----- Extracted material -----
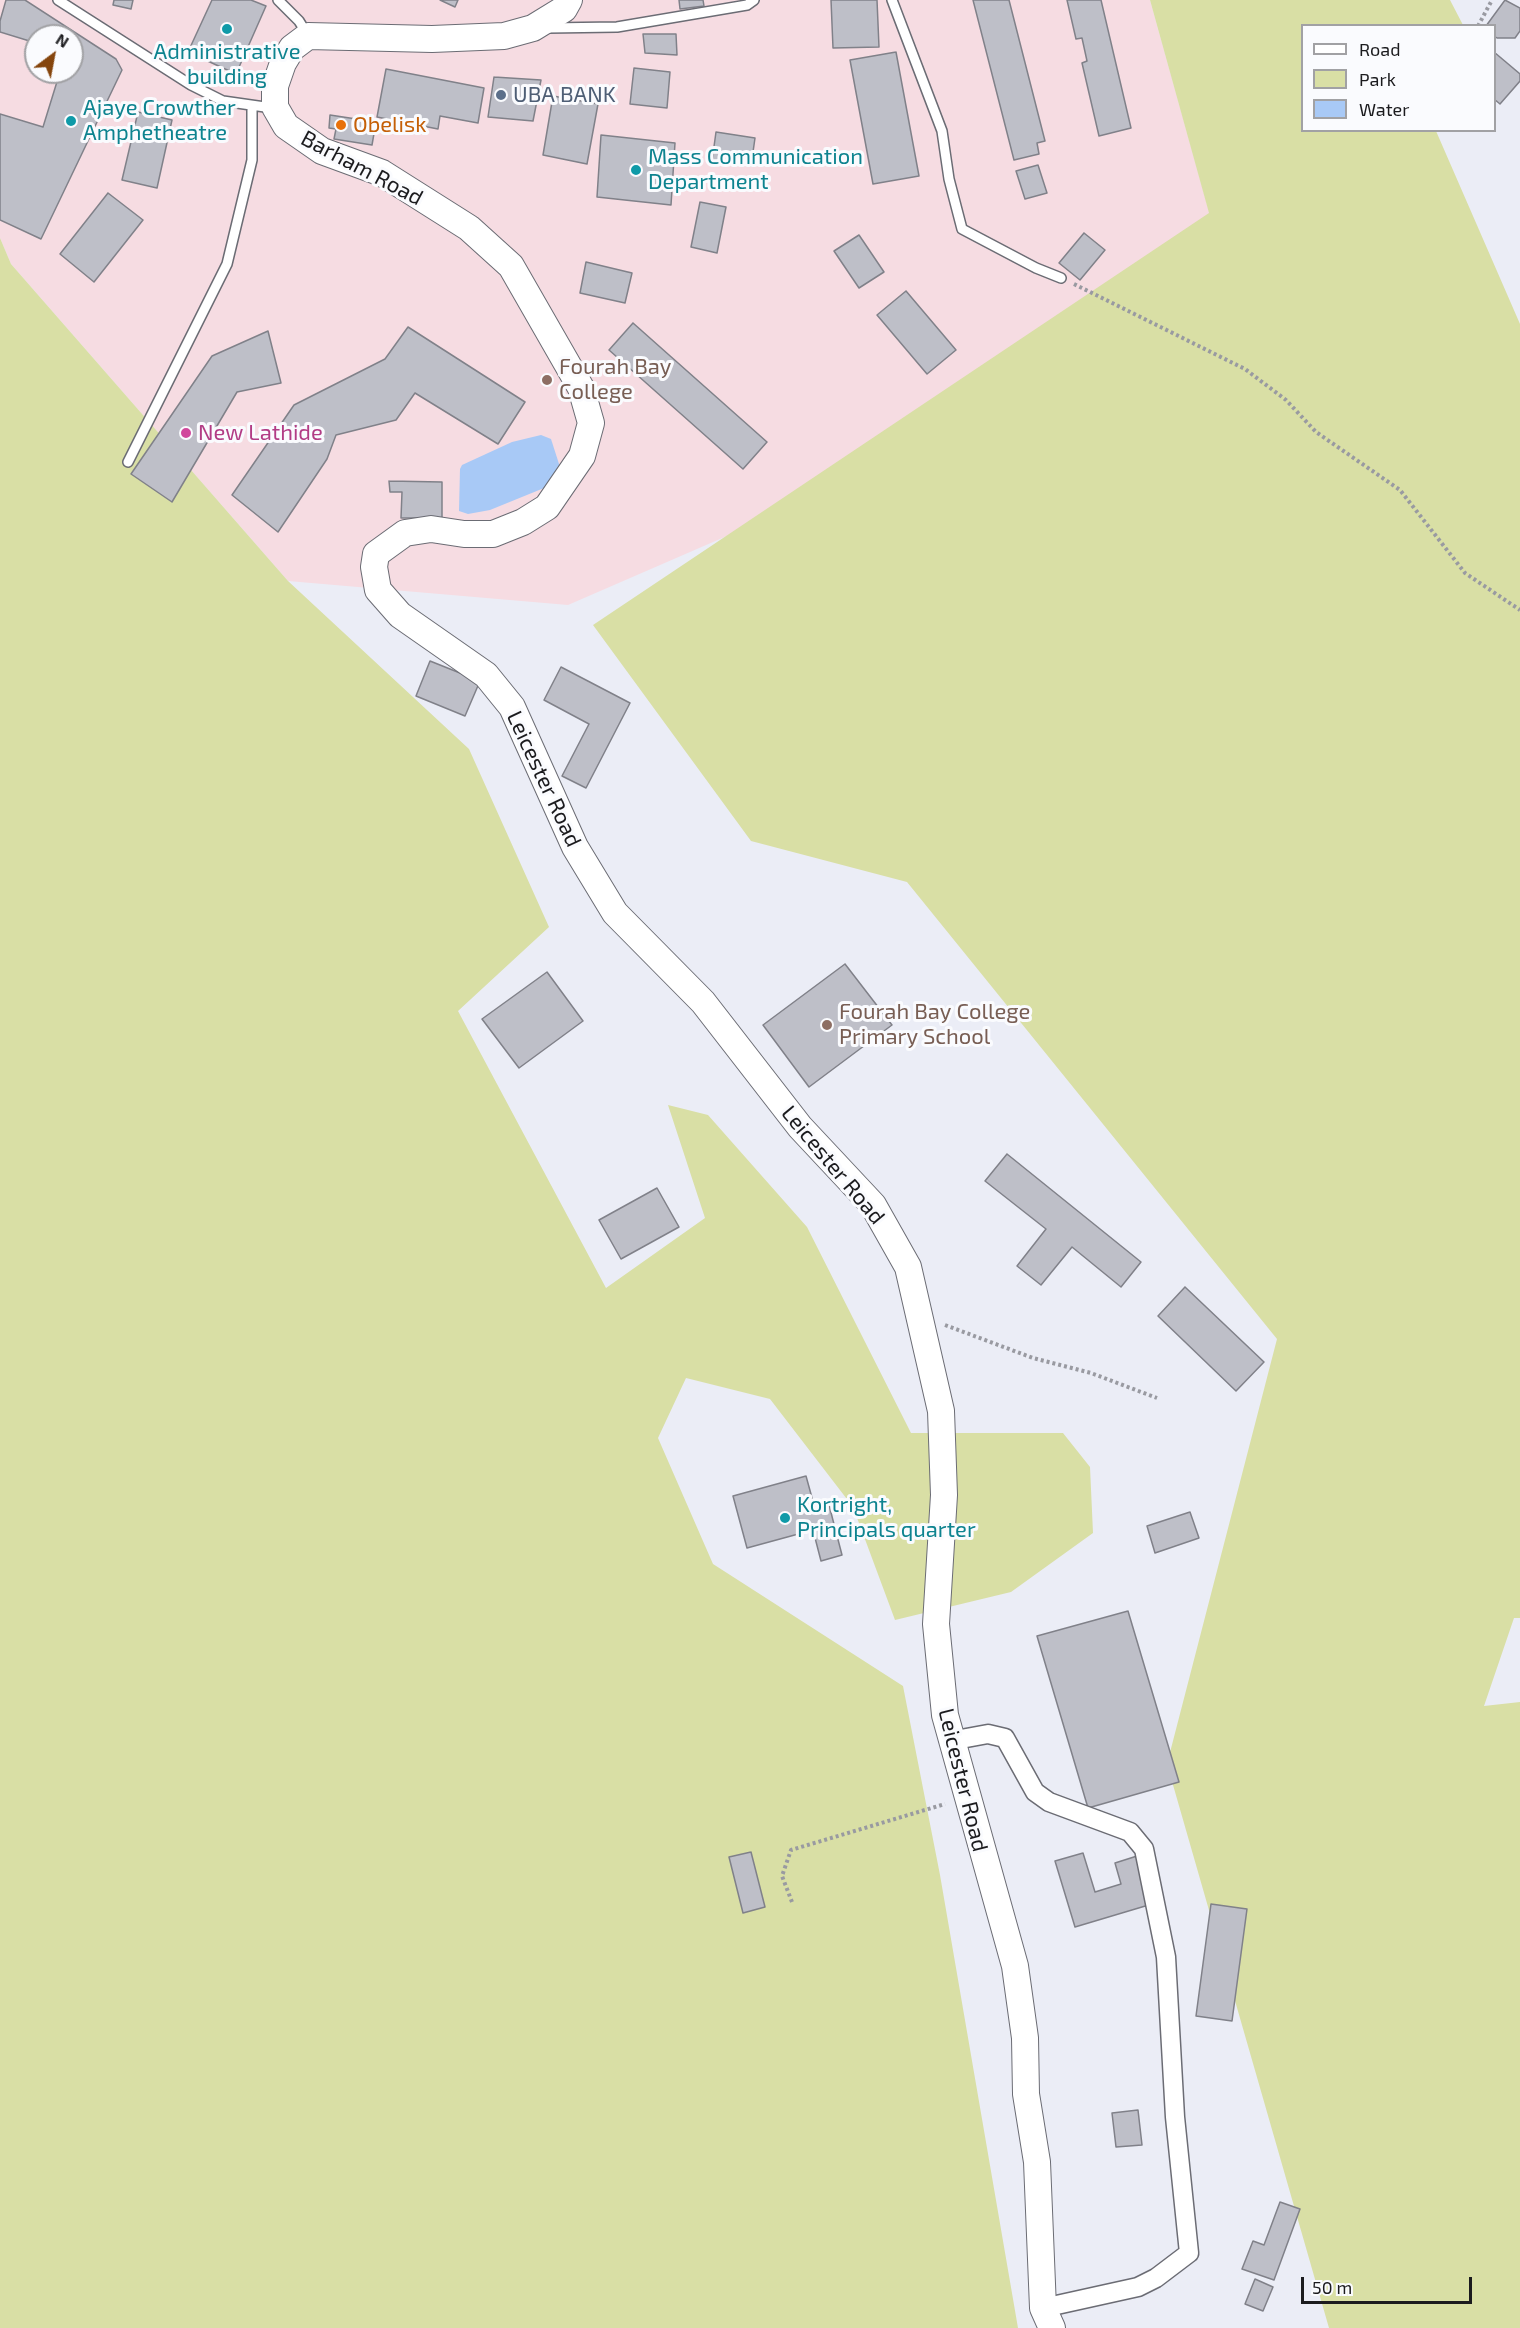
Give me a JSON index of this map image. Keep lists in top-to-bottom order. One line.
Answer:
-----
----- Extracted material -----
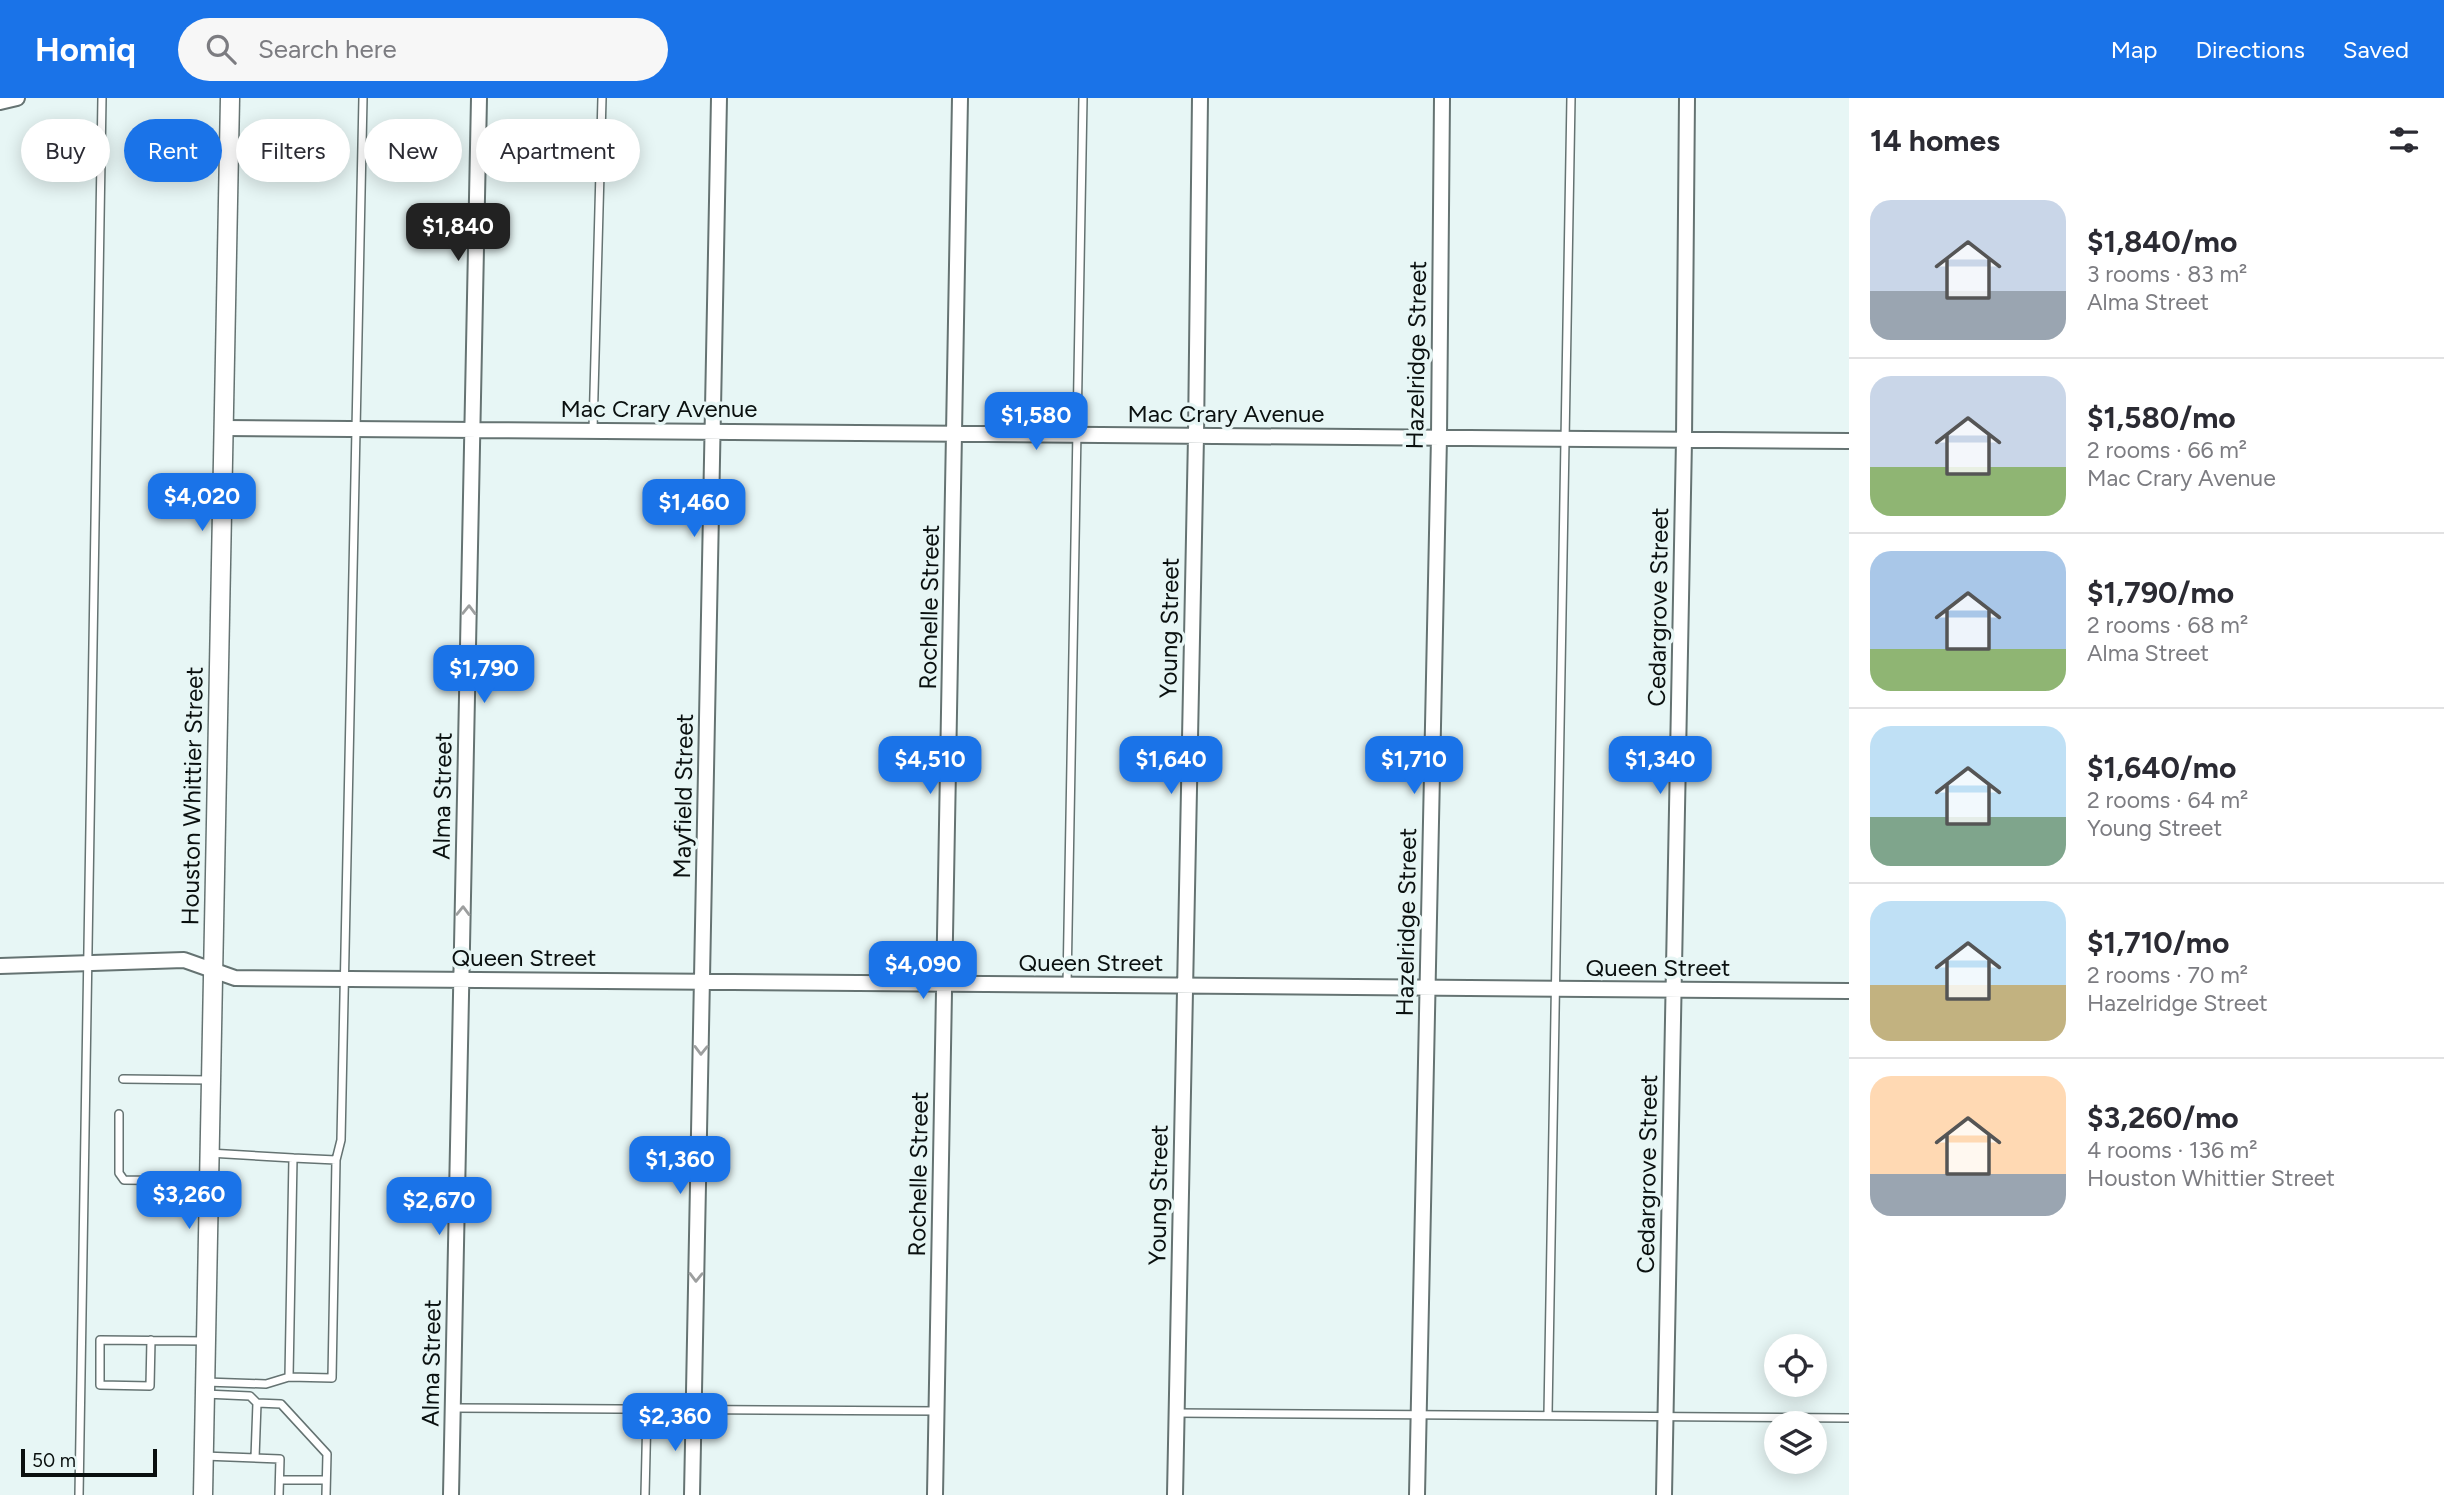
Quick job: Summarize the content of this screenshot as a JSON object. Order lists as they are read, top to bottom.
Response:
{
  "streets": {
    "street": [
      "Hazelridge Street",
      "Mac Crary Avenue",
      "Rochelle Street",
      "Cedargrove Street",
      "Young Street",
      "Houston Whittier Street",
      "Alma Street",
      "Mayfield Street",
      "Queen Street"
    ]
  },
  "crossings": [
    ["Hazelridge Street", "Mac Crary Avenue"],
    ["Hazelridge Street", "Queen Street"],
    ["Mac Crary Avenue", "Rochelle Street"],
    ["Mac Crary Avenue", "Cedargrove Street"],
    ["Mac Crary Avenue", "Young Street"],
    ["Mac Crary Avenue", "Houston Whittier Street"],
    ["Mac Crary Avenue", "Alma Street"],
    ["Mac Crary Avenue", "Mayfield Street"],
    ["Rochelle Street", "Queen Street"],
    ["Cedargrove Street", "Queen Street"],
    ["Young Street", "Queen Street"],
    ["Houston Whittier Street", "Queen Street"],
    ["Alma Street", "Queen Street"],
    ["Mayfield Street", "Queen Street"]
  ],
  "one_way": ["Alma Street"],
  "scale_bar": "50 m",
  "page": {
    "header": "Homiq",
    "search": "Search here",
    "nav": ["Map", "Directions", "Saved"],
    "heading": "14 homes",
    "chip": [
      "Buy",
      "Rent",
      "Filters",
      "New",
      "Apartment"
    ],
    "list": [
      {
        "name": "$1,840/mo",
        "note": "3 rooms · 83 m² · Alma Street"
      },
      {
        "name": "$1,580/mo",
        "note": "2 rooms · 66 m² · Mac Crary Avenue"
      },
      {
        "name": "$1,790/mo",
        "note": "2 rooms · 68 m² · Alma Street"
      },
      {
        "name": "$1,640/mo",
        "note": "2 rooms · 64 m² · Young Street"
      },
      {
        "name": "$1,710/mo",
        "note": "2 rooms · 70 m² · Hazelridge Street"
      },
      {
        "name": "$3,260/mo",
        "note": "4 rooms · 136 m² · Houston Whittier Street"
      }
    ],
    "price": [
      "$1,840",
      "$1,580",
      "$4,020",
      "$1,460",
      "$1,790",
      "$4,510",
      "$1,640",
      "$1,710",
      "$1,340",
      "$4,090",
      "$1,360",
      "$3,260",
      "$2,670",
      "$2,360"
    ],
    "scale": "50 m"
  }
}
-----
----- Extracted material -----
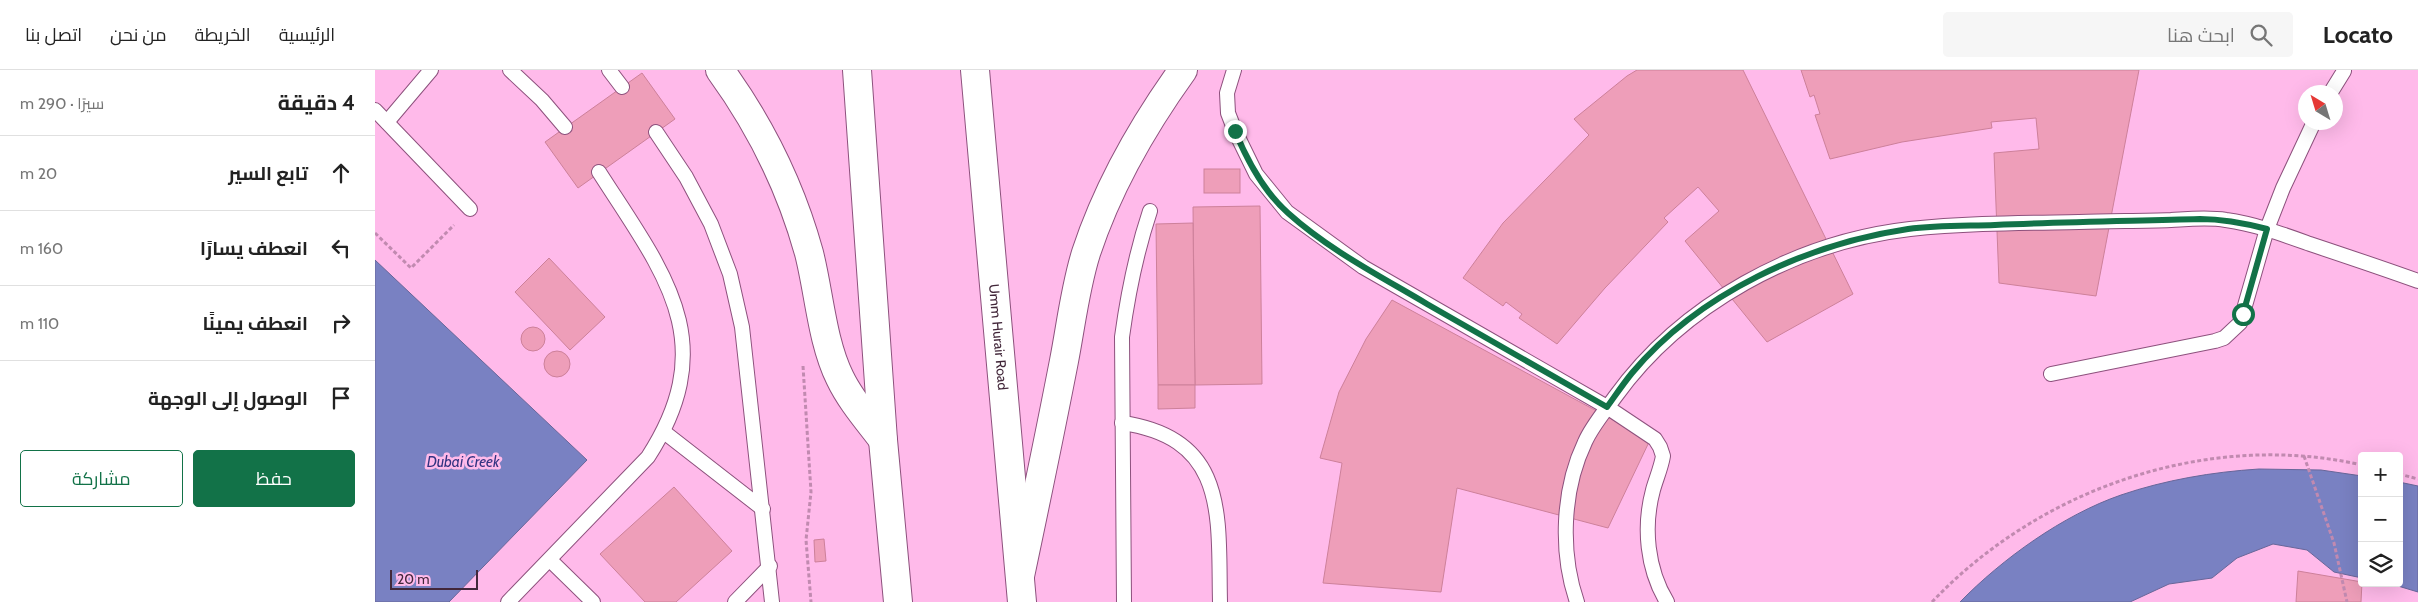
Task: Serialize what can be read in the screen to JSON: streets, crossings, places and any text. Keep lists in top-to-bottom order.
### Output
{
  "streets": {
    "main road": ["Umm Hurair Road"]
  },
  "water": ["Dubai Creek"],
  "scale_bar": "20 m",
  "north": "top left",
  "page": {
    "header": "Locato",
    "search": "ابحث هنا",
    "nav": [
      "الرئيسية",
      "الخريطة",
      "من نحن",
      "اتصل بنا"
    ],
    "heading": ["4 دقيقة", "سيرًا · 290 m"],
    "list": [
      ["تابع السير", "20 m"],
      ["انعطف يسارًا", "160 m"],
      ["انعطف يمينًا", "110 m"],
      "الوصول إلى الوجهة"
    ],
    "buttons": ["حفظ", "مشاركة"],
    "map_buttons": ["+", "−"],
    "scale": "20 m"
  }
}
-----
Your instructions -
Scan the data above, find each line with "lists", and copy it.

Answer to the problem -
Give me a JSON index of this map image. Keep lists in top-to-bottom order. One line.
Quick job: Summarize the content of this screenshot as a JSON object. Order lists as they are read, top to bottom.
Task: Serialize what can be read in the screen to JSON: streets, crossings, places and any text. Keep lists in top-to-bottom order.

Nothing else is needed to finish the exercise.